Abstract

Microbial adhesion to hydrocarbons (MATH) is generally considered to be a measure of the organisms cell surface hydrophobicity. As microbial adhesion is a complicated interplay of long-range van der Waals and electrostatic forces and various short-range interactions, the above statement only holds when the MATH test is carried out under conditions where the interacting surfaces are uncharged. In the present study it is shown that the most commonly used hydrocarbons in MATH, aliphatic octane and hexadecane, and aromatic xylene and toluene, are highly negatively charged in solutions in which MATH is often carried out.

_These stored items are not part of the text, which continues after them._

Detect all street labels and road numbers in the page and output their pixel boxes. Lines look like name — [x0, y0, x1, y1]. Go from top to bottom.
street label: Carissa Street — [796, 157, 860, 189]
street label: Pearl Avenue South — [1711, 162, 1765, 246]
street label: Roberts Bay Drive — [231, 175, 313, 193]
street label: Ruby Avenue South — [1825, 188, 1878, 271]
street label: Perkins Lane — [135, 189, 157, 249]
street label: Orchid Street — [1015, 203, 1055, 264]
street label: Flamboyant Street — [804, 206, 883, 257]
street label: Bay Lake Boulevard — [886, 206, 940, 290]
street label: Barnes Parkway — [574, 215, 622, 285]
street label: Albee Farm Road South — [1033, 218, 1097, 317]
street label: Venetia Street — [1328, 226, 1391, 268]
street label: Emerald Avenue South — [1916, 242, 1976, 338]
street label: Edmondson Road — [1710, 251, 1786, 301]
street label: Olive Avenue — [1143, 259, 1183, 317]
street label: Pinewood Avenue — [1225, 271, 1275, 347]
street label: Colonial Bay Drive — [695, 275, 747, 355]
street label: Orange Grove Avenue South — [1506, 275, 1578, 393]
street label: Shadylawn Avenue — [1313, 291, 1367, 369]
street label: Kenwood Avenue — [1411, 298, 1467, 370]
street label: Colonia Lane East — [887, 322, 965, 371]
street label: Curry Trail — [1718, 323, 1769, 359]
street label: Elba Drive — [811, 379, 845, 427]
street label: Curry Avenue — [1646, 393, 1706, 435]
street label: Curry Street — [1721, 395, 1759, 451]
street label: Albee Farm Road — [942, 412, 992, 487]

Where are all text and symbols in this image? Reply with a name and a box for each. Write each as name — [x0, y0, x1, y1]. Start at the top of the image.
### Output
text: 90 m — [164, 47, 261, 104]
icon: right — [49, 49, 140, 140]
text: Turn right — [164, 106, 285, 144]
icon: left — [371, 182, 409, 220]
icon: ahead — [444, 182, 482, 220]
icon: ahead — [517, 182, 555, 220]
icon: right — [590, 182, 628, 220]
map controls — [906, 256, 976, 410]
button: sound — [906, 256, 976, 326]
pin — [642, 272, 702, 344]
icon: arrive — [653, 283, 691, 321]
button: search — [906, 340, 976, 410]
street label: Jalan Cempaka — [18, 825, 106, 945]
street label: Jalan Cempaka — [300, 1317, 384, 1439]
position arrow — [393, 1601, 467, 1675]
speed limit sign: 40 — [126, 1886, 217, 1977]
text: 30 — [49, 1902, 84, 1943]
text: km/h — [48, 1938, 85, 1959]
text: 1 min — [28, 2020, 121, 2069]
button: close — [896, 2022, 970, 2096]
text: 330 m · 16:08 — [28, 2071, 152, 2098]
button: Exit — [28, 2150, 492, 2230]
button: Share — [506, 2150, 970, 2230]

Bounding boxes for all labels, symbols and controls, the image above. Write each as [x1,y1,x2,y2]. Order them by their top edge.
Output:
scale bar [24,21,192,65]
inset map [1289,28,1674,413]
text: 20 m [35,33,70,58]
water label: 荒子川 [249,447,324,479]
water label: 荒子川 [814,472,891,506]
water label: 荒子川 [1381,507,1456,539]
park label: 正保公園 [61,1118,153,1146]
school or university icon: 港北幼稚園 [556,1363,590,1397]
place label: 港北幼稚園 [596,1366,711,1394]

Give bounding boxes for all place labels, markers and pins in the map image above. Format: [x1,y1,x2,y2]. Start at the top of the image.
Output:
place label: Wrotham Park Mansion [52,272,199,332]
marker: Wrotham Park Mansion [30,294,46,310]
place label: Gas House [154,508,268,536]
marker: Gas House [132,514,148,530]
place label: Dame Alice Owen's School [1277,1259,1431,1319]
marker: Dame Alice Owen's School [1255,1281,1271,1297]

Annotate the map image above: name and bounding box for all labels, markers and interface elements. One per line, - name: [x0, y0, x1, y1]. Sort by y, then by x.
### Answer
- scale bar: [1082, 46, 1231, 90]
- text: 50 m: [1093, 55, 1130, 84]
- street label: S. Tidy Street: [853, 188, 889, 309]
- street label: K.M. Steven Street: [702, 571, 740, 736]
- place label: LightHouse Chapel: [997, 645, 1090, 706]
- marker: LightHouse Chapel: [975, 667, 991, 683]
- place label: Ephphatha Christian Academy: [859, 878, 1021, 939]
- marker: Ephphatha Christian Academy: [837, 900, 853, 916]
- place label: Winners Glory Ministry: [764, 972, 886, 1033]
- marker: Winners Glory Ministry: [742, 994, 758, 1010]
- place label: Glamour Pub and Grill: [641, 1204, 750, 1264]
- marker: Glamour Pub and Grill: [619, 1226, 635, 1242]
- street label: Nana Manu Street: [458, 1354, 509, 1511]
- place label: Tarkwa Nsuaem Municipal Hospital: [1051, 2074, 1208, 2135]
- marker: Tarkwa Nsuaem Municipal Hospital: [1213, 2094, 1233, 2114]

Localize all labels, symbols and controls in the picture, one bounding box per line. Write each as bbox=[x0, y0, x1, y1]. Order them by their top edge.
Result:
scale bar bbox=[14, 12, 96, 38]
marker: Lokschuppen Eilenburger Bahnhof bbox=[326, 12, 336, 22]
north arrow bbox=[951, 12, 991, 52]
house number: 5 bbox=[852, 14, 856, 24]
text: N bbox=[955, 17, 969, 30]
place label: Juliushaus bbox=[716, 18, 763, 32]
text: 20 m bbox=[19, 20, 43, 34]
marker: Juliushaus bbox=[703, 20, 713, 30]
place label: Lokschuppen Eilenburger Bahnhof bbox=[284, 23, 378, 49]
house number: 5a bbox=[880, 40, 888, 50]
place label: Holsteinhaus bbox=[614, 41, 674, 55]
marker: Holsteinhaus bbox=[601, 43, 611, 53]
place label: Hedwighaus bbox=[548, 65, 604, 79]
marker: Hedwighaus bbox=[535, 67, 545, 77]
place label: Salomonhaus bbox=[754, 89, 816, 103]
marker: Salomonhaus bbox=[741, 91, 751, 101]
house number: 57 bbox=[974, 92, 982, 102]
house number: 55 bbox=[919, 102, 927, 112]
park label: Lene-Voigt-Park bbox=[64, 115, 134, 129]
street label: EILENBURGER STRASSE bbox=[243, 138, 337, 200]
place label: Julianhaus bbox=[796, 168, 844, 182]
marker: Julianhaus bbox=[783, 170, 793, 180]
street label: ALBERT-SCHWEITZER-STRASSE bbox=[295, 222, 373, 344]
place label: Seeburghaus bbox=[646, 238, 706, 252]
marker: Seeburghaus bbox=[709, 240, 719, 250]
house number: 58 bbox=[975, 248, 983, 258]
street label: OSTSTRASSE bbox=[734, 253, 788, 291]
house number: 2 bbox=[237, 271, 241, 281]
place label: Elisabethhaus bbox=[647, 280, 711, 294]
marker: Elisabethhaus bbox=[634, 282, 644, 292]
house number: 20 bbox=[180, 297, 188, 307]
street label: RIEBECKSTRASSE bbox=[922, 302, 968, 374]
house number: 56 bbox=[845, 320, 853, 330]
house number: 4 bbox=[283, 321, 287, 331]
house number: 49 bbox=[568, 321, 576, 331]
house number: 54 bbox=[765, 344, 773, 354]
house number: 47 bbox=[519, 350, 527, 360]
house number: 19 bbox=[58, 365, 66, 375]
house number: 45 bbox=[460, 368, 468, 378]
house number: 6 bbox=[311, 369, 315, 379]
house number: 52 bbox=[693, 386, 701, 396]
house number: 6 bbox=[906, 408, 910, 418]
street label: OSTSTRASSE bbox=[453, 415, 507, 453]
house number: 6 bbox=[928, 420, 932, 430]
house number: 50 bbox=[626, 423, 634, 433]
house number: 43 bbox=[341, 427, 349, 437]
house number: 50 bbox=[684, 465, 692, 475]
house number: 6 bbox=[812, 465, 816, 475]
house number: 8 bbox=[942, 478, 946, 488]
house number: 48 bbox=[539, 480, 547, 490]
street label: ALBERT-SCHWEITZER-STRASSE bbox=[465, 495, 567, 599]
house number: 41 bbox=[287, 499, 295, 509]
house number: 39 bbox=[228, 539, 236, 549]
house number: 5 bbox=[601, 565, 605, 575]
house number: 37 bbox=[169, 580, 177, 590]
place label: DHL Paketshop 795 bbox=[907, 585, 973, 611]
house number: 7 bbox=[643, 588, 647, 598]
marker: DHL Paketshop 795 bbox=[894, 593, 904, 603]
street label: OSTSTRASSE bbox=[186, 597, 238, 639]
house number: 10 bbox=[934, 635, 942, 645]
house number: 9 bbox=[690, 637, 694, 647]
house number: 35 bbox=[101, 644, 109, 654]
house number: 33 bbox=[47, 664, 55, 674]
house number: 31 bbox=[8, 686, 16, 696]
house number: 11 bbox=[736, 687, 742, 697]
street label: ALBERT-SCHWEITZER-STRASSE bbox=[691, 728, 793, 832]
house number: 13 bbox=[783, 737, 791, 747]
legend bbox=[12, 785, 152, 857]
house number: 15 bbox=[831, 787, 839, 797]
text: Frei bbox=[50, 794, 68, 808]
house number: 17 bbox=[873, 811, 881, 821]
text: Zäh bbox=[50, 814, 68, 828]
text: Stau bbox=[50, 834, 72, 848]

Zeta potentials of the aliphatic hydrocarbon droplets were generally more negative than those of the aromatic hydrocarbons with values as negative as up to −60 mV at pH 7, but hovered around zero at acidic pH values for both types of hydrocarbons. For the aromatic hydrocarbons, zeta potentials hovered around zero up to pH 4–5, but for the aliphatic hydrocarbons, most notably octane, zeta potentials decreased sharply starting at pH 2–3. The different pH dependence of the zeta potentials of the aliphatic hydrocarbons as compared to those of the aromatic hydrocarbons is most likely due to the hydrogen-accepting capacity of the electron ring in the aromatic hydrocarbons and can have major implications for the adhesion of microorganisms to these hydrophobic surfaces in MATH.